Data excerpts.
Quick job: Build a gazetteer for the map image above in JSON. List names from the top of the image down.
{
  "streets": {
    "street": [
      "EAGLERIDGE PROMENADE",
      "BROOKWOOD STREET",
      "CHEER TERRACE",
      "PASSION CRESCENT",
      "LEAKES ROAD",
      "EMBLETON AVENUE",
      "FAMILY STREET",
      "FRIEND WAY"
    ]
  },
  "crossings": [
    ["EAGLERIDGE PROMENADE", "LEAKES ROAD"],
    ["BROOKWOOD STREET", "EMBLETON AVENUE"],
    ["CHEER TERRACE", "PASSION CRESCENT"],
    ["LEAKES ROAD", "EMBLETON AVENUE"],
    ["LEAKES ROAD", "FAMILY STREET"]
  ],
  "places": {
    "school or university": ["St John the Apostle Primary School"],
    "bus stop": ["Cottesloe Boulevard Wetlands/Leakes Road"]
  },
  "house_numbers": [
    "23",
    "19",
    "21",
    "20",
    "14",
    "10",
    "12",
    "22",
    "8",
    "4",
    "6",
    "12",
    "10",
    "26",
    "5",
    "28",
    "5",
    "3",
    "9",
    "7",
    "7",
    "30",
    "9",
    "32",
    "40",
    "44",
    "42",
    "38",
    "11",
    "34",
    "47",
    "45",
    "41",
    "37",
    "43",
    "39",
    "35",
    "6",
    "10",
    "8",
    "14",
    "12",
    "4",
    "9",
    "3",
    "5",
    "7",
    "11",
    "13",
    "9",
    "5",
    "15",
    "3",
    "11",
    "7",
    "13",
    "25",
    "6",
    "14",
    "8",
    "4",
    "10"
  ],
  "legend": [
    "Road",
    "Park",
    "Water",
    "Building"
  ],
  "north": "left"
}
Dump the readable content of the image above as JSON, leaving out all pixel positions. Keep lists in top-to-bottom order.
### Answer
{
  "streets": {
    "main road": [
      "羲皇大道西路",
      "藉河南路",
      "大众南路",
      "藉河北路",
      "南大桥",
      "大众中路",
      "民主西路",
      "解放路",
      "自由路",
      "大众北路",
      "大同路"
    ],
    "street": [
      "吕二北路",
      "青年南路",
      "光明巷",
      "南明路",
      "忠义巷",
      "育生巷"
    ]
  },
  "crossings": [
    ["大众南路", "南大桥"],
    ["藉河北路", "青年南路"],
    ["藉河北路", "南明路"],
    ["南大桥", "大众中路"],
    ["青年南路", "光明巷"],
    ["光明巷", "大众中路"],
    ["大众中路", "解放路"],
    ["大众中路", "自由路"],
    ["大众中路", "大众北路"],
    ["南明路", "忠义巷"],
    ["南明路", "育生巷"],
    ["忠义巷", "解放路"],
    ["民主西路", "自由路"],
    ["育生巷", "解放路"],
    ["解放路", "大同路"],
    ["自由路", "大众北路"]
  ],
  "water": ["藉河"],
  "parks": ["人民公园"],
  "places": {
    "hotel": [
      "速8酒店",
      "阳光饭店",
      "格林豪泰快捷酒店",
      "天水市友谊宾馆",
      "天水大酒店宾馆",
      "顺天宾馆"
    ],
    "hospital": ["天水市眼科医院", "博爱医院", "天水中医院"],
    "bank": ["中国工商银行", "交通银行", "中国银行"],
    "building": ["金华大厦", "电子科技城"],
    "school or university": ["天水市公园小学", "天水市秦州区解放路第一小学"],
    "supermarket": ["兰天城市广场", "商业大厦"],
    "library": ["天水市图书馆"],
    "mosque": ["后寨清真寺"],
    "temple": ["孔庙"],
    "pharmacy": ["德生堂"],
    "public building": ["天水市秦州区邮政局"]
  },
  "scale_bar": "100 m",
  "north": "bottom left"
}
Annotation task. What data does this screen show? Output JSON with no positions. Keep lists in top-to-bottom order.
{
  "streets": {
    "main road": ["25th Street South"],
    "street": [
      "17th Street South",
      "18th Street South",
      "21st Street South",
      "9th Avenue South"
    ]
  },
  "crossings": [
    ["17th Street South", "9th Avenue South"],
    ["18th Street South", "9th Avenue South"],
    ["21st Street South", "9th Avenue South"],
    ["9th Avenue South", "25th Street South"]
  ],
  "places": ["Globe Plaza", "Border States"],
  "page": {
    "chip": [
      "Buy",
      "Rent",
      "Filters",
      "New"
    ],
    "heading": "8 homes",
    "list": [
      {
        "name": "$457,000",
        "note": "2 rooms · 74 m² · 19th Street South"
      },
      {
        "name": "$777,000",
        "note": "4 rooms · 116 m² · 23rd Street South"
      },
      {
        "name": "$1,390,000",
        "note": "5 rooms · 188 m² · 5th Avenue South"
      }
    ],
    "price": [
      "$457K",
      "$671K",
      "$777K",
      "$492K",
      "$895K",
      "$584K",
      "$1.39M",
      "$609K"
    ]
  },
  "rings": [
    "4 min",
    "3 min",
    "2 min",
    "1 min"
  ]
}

Task goal. Please give back the entries above, unchanged and complete.

Written solution.
Quick job: Build a gazetteer for the map image above in JSON. List names from the top of the image down.
{
  "streets": {
    "street": [
      "EAGLERIDGE PROMENADE",
      "BROOKWOOD STREET",
      "CHEER TERRACE",
      "PASSION CRESCENT",
      "LEAKES ROAD",
      "EMBLETON AVENUE",
      "FAMILY STREET",
      "FRIEND WAY"
    ]
  },
  "crossings": [
    ["EAGLERIDGE PROMENADE", "LEAKES ROAD"],
    ["BROOKWOOD STREET", "EMBLETON AVENUE"],
    ["CHEER TERRACE", "PASSION CRESCENT"],
    ["LEAKES ROAD", "EMBLETON AVENUE"],
    ["LEAKES ROAD", "FAMILY STREET"]
  ],
  "places": {
    "school or university": ["St John the Apostle Primary School"],
    "bus stop": ["Cottesloe Boulevard Wetlands/Leakes Road"]
  },
  "house_numbers": [
    "23",
    "19",
    "21",
    "20",
    "14",
    "10",
    "12",
    "22",
    "8",
    "4",
    "6",
    "12",
    "10",
    "26",
    "5",
    "28",
    "5",
    "3",
    "9",
    "7",
    "7",
    "30",
    "9",
    "32",
    "40",
    "44",
    "42",
    "38",
    "11",
    "34",
    "47",
    "45",
    "41",
    "37",
    "43",
    "39",
    "35",
    "6",
    "10",
    "8",
    "14",
    "12",
    "4",
    "9",
    "3",
    "5",
    "7",
    "11",
    "13",
    "9",
    "5",
    "15",
    "3",
    "11",
    "7",
    "13",
    "25",
    "6",
    "14",
    "8",
    "4",
    "10"
  ],
  "legend": [
    "Road",
    "Park",
    "Water",
    "Building"
  ],
  "north": "left"
}
Dump the readable content of the image above as JSON, leaving out all pixel positions. Keep lists in top-to-bottom order.
### Answer
{
  "streets": {
    "main road": [
      "羲皇大道西路",
      "藉河南路",
      "大众南路",
      "藉河北路",
      "南大桥",
      "大众中路",
      "民主西路",
      "解放路",
      "自由路",
      "大众北路",
      "大同路"
    ],
    "street": [
      "吕二北路",
      "青年南路",
      "光明巷",
      "南明路",
      "忠义巷",
      "育生巷"
    ]
  },
  "crossings": [
    ["大众南路", "南大桥"],
    ["藉河北路", "青年南路"],
    ["藉河北路", "南明路"],
    ["南大桥", "大众中路"],
    ["青年南路", "光明巷"],
    ["光明巷", "大众中路"],
    ["大众中路", "解放路"],
    ["大众中路", "自由路"],
    ["大众中路", "大众北路"],
    ["南明路", "忠义巷"],
    ["南明路", "育生巷"],
    ["忠义巷", "解放路"],
    ["民主西路", "自由路"],
    ["育生巷", "解放路"],
    ["解放路", "大同路"],
    ["自由路", "大众北路"]
  ],
  "water": ["藉河"],
  "parks": ["人民公园"],
  "places": {
    "hotel": [
      "速8酒店",
      "阳光饭店",
      "格林豪泰快捷酒店",
      "天水市友谊宾馆",
      "天水大酒店宾馆",
      "顺天宾馆"
    ],
    "hospital": ["天水市眼科医院", "博爱医院", "天水中医院"],
    "bank": ["中国工商银行", "交通银行", "中国银行"],
    "building": ["金华大厦", "电子科技城"],
    "school or university": ["天水市公园小学", "天水市秦州区解放路第一小学"],
    "supermarket": ["兰天城市广场", "商业大厦"],
    "library": ["天水市图书馆"],
    "mosque": ["后寨清真寺"],
    "temple": ["孔庙"],
    "pharmacy": ["德生堂"],
    "public building": ["天水市秦州区邮政局"]
  },
  "scale_bar": "100 m",
  "north": "bottom left"
}
Annotation task. What data does this screen show? Output JSON with no positions. Keep lists in top-to-bottom order.
{
  "streets": {
    "main road": ["25th Street South"],
    "street": [
      "17th Street South",
      "18th Street South",
      "21st Street South",
      "9th Avenue South"
    ]
  },
  "crossings": [
    ["17th Street South", "9th Avenue South"],
    ["18th Street South", "9th Avenue South"],
    ["21st Street South", "9th Avenue South"],
    ["9th Avenue South", "25th Street South"]
  ],
  "places": ["Globe Plaza", "Border States"],
  "page": {
    "chip": [
      "Buy",
      "Rent",
      "Filters",
      "New"
    ],
    "heading": "8 homes",
    "list": [
      {
        "name": "$457,000",
        "note": "2 rooms · 74 m² · 19th Street South"
      },
      {
        "name": "$777,000",
        "note": "4 rooms · 116 m² · 23rd Street South"
      },
      {
        "name": "$1,390,000",
        "note": "5 rooms · 188 m² · 5th Avenue South"
      }
    ],
    "price": [
      "$457K",
      "$671K",
      "$777K",
      "$492K",
      "$895K",
      "$584K",
      "$1.39M",
      "$609K"
    ]
  },
  "rings": [
    "4 min",
    "3 min",
    "2 min",
    "1 min"
  ]
}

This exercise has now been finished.